_Work required:_ Where the line containing "Task: Convert the" appears below, begin there and reproduce each line exactly through the last one, omitting pictures.
Information section start
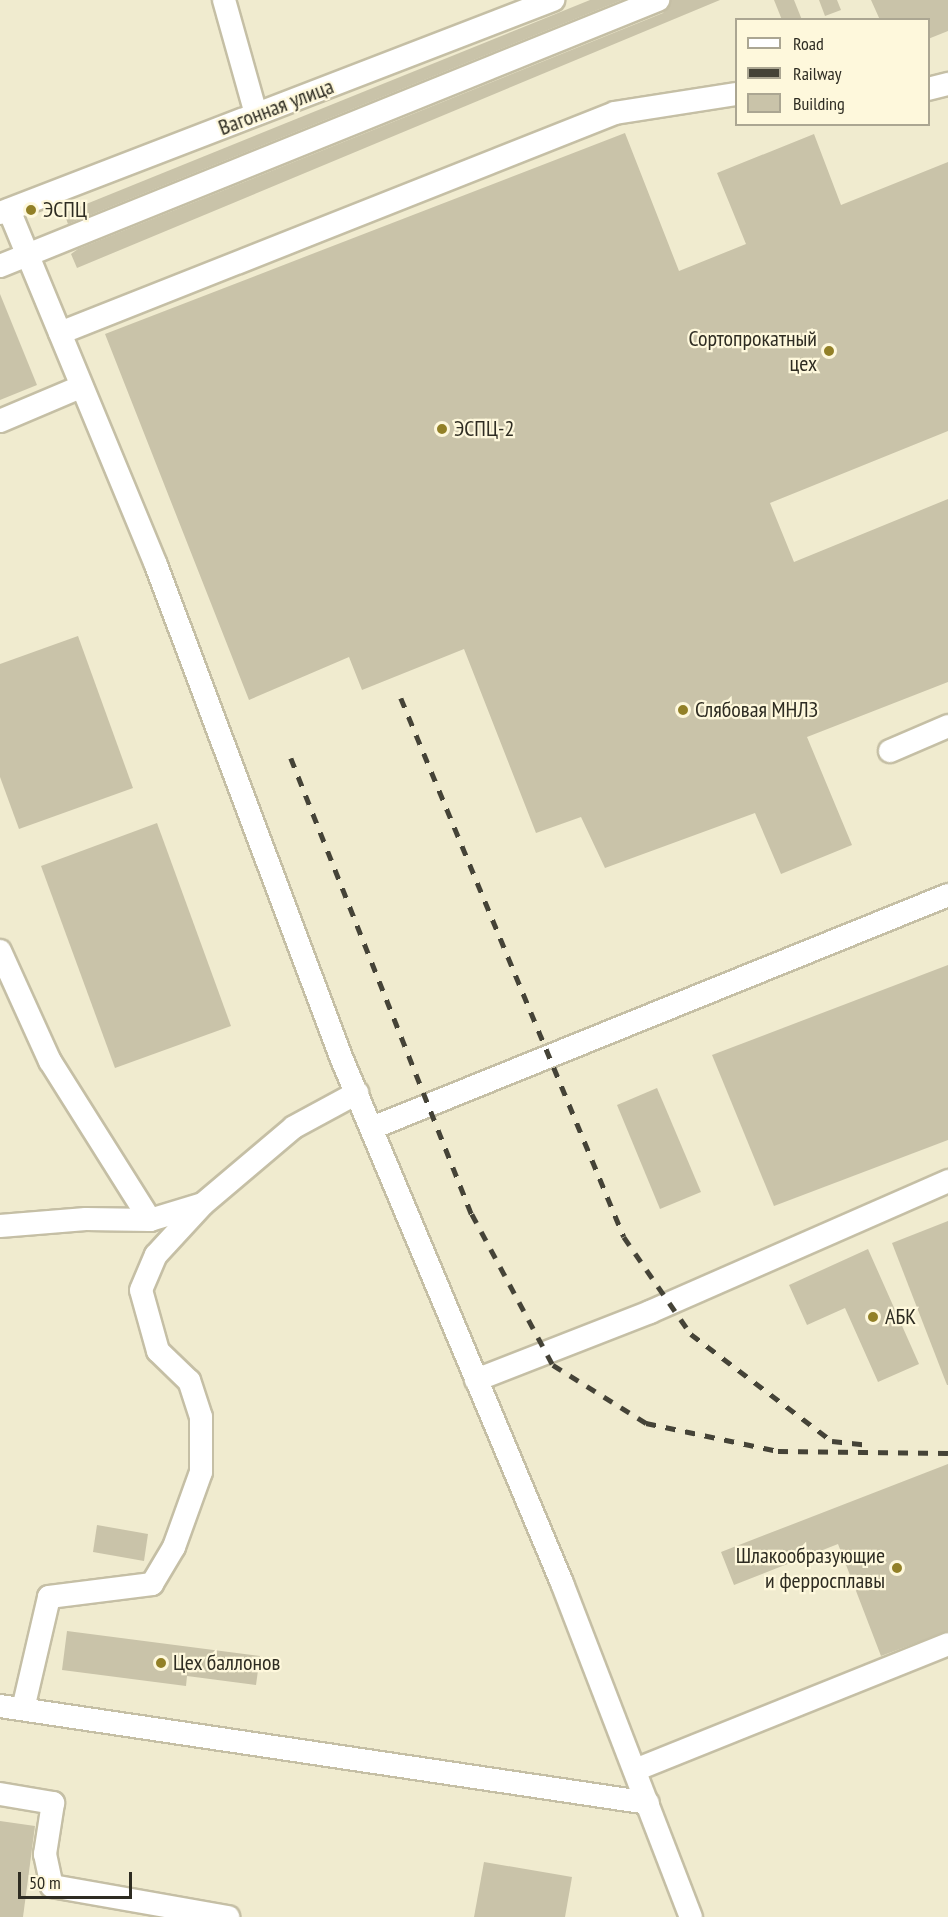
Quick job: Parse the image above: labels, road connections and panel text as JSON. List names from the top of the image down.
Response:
{
  "streets": {
    "street": ["Вагонная улица"]
  },
  "places": [
    "ЭСПЦ",
    "Сортопрокатный цех",
    "ЭСПЦ-2",
    "Слябовая МНЛЗ",
    "АБК",
    "Шлакообразующие и ферросплавы",
    "Цех баллонов"
  ],
  "legend": ["Road", "Railway", "Building"],
  "scale_bar": "50 m"
}
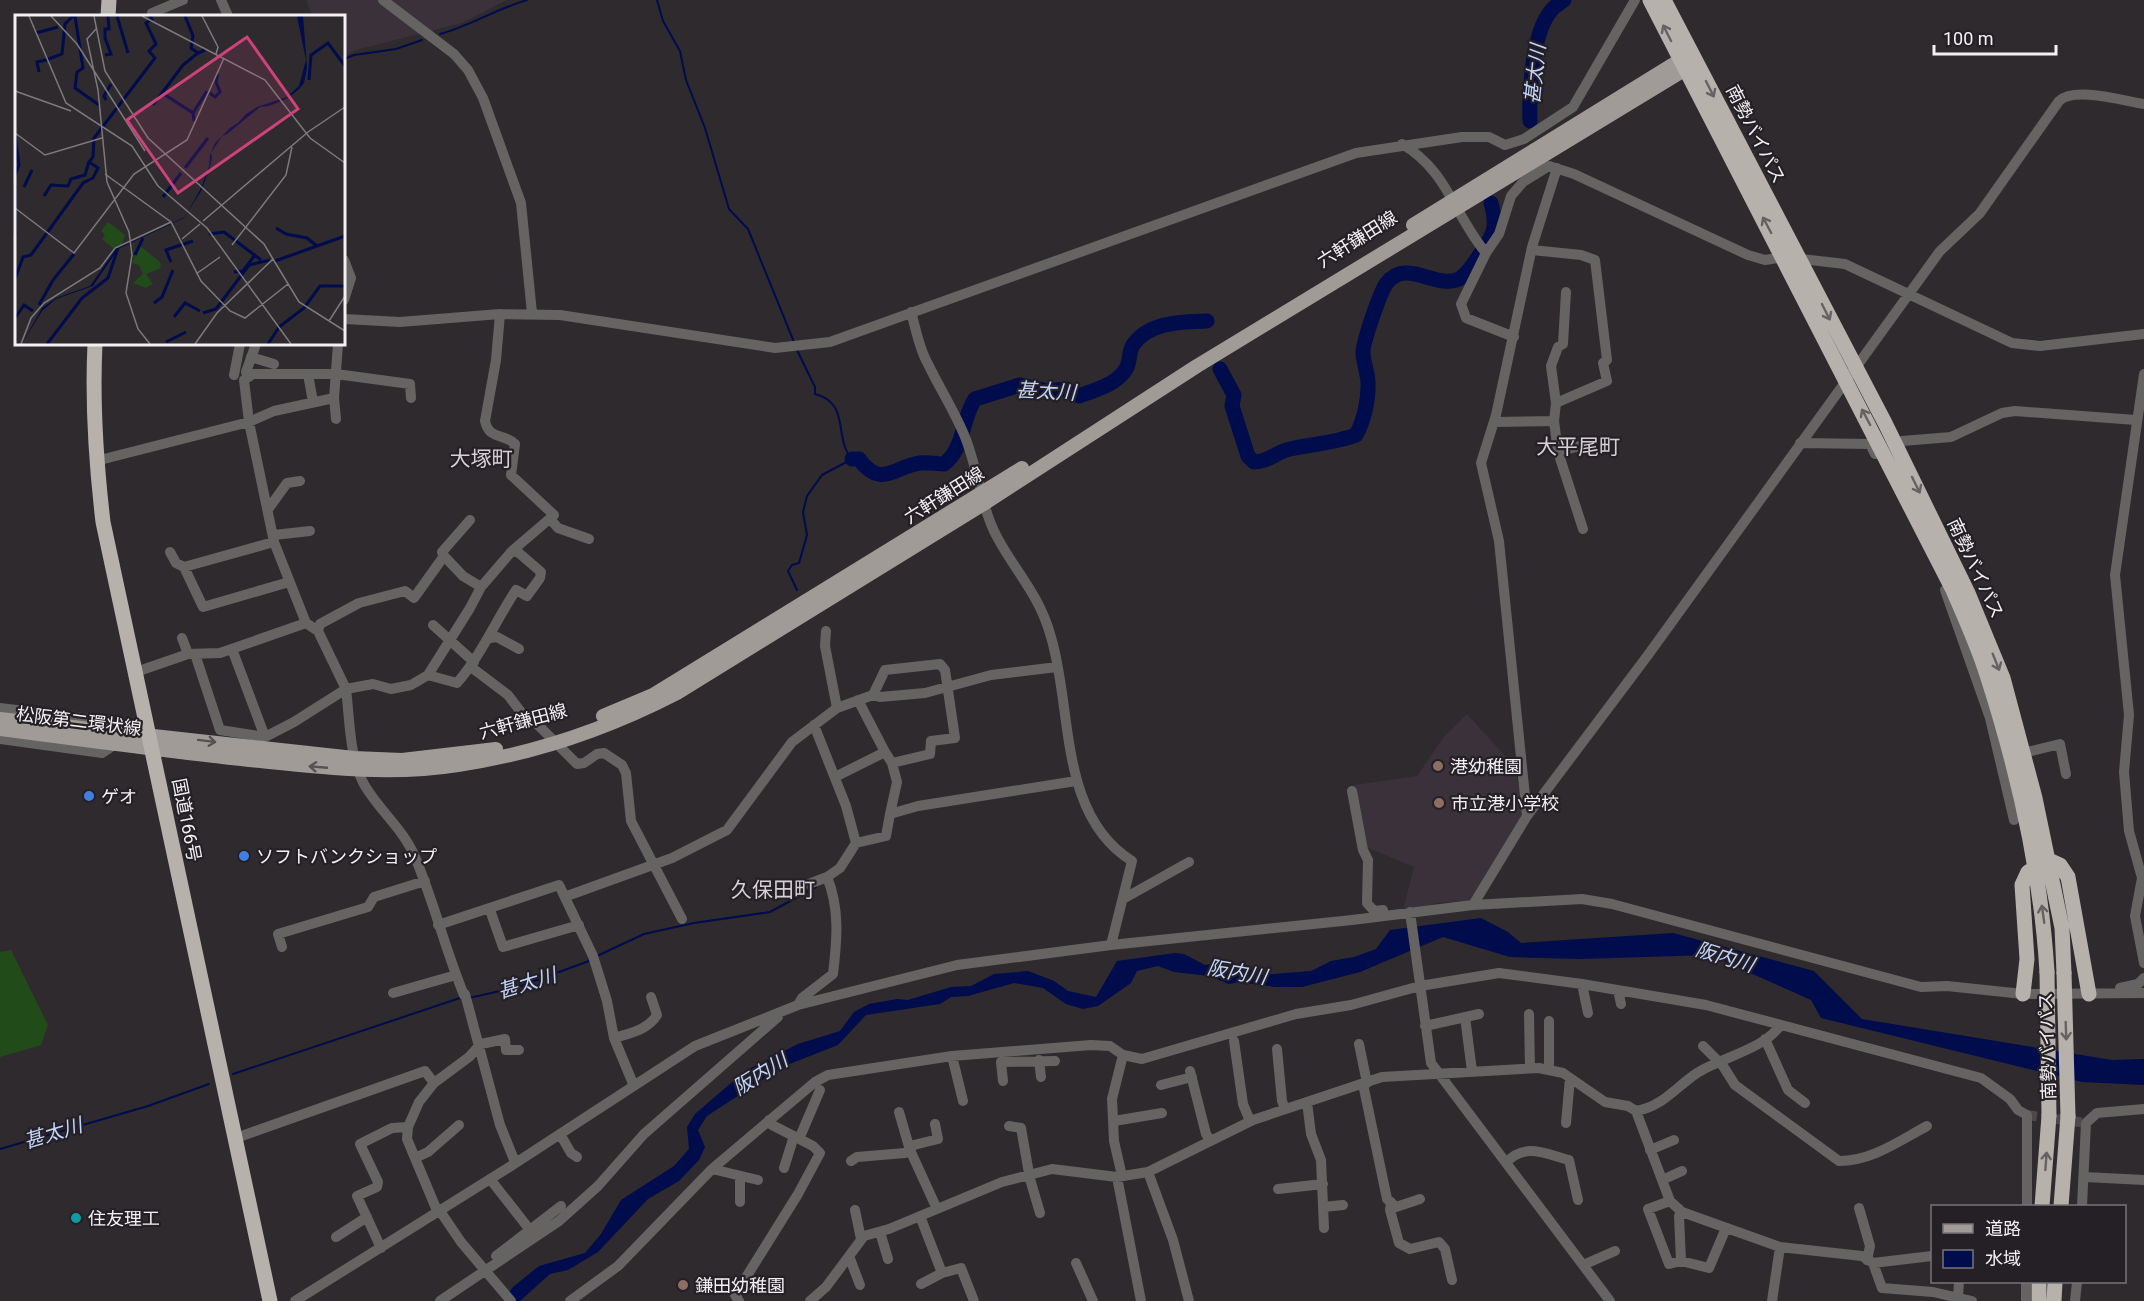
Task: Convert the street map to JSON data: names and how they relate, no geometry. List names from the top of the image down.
{
  "streets": {
    "highway": ["南勢バイパス", "国道166号"],
    "main road": ["六軒鎌田線", "松阪第二環状線"]
  },
  "crossings": [
    ["南勢バイパス", "六軒鎌田線"],
    ["六軒鎌田線", "松阪第二環状線"],
    ["六軒鎌田線", "国道166号"],
    ["松阪第二環状線", "国道166号"]
  ],
  "districts": ["大平尾町", "大塚町", "久保田町"],
  "water": ["甚太川", "阪内川"],
  "places": [
    "港幼稚園",
    "ゲオ",
    "市立港小学校",
    "ソフトバンクショップ",
    "住友理工",
    "鎌田幼稚園"
  ],
  "legend": ["道路", "水域"],
  "scale_bar": "100 m"
}
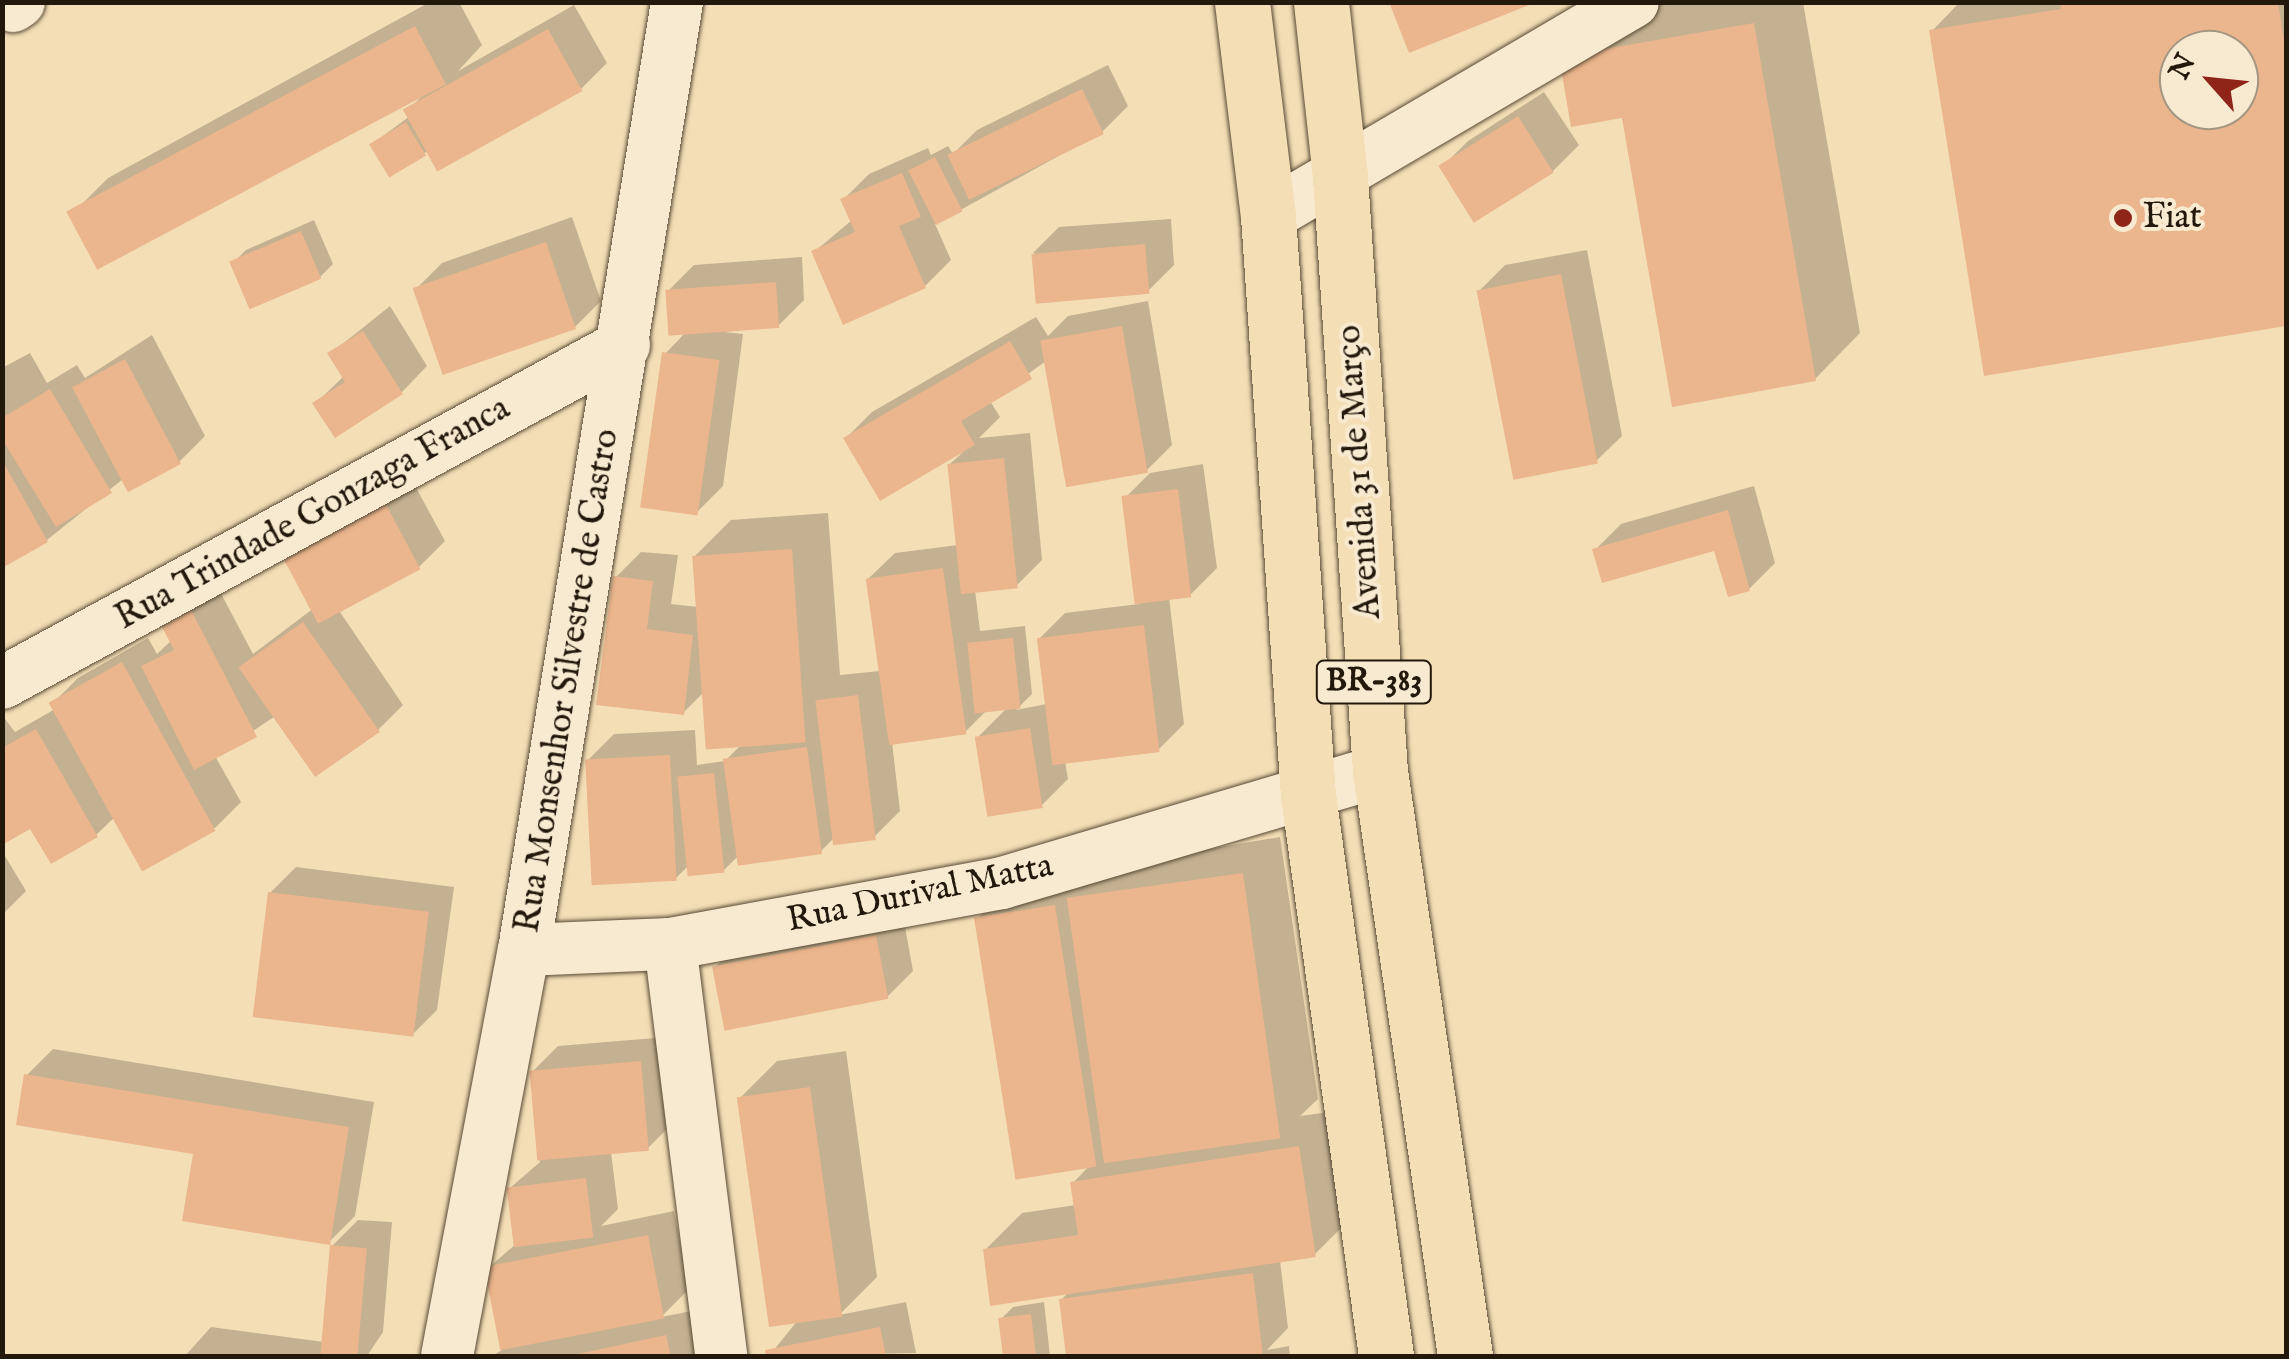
Information section end
_Solution for this exercise:_
Task: Convert the street map to JSON data: names and how they relate, no geometry. List names from the top of the image down.
{
  "streets": {
    "highway": ["南勢バイパス", "国道166号"],
    "main road": ["六軒鎌田線", "松阪第二環状線"]
  },
  "crossings": [
    ["南勢バイパス", "六軒鎌田線"],
    ["六軒鎌田線", "松阪第二環状線"],
    ["六軒鎌田線", "国道166号"],
    ["松阪第二環状線", "国道166号"]
  ],
  "districts": ["大平尾町", "大塚町", "久保田町"],
  "water": ["甚太川", "阪内川"],
  "places": [
    "港幼稚園",
    "ゲオ",
    "市立港小学校",
    "ソフトバンクショップ",
    "住友理工",
    "鎌田幼稚園"
  ],
  "legend": ["道路", "水域"],
  "scale_bar": "100 m"
}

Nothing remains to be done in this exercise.